For each line in the records that contains "controls", make a copy.

» **Records for the exercise**

━━━━━━━━━━━━━━━━━━━━━━━━━━━━━━

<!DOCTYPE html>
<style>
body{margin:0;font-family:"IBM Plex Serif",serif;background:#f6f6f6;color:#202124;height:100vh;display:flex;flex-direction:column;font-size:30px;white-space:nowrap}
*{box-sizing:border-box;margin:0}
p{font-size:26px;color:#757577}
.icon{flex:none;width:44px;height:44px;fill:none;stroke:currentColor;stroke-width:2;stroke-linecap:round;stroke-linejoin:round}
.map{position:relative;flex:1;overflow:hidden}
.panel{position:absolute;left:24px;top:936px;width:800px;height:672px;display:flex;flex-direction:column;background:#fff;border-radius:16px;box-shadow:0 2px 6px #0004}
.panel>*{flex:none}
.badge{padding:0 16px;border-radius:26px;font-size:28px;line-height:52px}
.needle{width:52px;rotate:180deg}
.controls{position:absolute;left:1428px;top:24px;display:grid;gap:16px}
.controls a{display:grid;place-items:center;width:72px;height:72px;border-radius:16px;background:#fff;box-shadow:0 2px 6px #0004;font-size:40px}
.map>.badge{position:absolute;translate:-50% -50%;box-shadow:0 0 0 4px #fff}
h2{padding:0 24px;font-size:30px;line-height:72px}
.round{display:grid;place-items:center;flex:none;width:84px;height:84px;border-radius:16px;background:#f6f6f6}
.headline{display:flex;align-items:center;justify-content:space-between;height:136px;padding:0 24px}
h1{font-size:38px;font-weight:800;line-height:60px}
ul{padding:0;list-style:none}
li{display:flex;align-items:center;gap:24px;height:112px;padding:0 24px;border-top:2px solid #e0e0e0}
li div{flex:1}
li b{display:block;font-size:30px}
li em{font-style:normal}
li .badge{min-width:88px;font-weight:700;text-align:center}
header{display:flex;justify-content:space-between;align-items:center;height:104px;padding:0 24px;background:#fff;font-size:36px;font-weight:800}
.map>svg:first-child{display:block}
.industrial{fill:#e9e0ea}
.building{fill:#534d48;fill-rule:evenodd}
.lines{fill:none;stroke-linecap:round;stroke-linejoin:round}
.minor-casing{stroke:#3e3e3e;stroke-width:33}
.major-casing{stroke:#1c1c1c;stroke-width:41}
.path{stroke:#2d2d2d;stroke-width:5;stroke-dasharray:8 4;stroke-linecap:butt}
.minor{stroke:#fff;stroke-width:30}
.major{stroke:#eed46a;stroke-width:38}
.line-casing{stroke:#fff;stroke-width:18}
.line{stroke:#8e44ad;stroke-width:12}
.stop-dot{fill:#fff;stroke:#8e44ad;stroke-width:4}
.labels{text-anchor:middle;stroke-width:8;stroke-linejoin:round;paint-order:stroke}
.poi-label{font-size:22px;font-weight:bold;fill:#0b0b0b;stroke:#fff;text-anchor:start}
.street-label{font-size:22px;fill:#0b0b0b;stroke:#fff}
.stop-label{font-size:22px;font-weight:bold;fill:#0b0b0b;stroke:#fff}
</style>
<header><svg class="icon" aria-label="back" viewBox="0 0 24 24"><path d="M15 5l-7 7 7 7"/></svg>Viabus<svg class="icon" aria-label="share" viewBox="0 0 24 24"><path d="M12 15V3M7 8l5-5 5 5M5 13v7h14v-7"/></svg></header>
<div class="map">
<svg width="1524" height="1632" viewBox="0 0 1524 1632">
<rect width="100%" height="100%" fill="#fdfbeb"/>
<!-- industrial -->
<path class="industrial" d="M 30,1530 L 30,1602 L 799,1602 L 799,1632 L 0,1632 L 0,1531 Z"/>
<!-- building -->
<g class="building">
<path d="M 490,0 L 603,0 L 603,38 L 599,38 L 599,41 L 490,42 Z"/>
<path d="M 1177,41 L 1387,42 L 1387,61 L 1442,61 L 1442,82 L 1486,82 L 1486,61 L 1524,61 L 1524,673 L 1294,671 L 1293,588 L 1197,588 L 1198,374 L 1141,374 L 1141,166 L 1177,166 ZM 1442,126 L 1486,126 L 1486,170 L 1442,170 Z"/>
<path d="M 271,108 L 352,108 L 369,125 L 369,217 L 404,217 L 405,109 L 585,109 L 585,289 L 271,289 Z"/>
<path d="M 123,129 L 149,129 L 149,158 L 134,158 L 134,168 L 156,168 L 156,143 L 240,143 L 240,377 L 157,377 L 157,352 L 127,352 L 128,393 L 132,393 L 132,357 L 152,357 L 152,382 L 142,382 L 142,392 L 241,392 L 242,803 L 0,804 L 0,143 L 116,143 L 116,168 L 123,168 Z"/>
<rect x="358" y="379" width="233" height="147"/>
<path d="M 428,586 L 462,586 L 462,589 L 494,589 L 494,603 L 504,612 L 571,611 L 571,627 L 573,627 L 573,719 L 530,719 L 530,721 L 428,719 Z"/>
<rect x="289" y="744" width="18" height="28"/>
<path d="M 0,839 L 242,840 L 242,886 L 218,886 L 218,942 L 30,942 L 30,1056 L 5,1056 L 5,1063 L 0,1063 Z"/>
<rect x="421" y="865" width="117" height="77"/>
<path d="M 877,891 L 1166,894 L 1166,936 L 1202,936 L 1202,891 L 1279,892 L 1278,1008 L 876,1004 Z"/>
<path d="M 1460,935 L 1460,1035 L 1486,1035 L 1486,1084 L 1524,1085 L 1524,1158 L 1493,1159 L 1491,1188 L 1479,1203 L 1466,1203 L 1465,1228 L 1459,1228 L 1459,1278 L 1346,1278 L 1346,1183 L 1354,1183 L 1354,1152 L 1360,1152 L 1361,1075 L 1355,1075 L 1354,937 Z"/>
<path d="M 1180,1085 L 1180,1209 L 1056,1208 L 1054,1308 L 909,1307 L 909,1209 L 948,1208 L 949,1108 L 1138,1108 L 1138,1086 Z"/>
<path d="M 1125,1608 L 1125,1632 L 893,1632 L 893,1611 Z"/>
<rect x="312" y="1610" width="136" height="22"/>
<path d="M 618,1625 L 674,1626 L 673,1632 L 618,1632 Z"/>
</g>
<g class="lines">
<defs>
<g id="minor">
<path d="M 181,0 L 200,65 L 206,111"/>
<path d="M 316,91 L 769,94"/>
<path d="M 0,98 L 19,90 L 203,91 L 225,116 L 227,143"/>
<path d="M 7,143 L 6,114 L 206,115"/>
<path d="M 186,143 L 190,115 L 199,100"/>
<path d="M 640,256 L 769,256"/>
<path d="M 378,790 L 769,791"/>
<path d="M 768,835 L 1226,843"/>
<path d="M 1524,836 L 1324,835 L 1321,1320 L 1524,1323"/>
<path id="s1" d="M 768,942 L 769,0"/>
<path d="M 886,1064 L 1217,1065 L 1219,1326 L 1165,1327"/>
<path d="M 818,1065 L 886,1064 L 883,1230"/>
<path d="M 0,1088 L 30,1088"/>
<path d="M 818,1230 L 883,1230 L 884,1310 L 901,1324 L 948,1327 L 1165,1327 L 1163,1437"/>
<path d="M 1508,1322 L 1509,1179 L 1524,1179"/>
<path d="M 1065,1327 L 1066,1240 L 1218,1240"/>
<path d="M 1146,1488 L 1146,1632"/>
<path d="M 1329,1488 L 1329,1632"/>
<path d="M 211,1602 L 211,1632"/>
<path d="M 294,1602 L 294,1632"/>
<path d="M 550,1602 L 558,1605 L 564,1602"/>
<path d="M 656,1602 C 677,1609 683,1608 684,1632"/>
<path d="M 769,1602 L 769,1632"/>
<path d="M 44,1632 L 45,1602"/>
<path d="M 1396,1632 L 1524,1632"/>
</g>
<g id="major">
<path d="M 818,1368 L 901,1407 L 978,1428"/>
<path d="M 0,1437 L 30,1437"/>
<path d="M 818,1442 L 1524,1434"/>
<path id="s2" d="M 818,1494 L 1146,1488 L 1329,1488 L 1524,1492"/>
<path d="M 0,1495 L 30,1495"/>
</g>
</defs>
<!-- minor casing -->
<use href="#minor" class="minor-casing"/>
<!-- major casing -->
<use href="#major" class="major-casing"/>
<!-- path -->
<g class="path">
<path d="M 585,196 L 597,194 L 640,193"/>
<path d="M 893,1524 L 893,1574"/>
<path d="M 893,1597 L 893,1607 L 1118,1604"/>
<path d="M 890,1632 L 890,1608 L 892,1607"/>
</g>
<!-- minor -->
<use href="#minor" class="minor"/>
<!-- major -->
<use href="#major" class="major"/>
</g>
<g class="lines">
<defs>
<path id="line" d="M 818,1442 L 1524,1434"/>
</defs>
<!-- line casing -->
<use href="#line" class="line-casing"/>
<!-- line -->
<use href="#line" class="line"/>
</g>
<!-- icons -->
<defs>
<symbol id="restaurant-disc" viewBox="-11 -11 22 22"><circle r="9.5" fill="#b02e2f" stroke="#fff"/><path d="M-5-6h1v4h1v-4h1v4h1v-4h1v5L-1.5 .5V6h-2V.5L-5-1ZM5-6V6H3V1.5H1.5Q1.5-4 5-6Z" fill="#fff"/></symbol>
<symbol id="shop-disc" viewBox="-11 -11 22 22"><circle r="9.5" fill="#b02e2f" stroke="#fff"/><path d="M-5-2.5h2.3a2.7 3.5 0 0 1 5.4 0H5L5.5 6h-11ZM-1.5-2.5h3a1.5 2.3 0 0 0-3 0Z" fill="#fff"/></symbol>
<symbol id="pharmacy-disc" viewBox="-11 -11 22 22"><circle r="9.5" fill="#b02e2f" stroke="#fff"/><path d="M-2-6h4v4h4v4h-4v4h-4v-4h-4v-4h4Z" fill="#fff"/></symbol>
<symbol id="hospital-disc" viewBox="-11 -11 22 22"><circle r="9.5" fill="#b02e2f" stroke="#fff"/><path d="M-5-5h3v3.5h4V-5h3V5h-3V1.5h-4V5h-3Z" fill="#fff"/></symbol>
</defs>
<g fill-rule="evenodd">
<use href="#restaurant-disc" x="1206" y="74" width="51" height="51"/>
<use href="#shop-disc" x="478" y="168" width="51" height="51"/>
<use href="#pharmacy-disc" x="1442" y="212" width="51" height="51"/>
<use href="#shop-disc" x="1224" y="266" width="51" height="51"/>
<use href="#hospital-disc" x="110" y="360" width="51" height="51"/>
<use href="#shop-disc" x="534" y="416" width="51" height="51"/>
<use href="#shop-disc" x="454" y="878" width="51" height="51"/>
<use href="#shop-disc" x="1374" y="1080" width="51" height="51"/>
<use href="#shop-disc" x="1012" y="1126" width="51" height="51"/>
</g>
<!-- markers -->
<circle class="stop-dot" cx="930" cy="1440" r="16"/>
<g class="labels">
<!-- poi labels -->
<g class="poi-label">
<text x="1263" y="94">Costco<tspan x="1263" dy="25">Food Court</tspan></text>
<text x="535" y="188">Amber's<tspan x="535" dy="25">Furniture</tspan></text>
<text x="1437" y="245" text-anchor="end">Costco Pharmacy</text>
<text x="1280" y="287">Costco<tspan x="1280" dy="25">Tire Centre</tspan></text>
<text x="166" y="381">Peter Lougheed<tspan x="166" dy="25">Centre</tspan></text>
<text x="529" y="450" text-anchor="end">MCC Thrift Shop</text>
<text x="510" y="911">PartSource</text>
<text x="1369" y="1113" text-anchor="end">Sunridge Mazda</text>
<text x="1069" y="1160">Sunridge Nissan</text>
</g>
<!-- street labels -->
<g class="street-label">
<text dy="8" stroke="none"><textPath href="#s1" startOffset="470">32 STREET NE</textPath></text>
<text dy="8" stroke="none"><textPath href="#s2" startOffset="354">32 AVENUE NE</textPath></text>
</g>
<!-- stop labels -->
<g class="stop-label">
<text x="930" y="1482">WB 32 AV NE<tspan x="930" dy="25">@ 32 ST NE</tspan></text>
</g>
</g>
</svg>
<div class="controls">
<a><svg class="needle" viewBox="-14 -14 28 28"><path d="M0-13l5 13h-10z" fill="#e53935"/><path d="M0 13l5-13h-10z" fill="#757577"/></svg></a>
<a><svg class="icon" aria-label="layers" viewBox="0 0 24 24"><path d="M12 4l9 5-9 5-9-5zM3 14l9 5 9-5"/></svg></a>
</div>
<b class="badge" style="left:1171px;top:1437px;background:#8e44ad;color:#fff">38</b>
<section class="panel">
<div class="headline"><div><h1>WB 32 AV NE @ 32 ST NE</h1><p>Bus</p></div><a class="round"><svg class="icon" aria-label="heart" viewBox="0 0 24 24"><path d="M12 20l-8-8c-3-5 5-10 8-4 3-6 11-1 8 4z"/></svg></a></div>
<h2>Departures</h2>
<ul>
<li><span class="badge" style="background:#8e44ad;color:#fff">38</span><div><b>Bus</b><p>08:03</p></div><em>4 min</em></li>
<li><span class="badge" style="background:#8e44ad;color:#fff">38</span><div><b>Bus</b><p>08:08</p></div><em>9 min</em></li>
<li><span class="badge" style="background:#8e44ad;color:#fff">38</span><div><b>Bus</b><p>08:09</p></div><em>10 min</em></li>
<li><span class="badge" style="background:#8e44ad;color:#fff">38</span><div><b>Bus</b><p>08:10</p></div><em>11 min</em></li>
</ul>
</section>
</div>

━━━━━━━━━━━━━━━━━━━━━━━━━━━━━━

» **Exercise output**
.controls{position:absolute;left:1428px;top:24px;display:grid;gap:16px}
.controls a{display:grid;place-items:center;width:72px;height:72px;border-radius:16px;background:#fff;box-shadow:0 2px 6px #0004;font-size:40px}
<div class="controls">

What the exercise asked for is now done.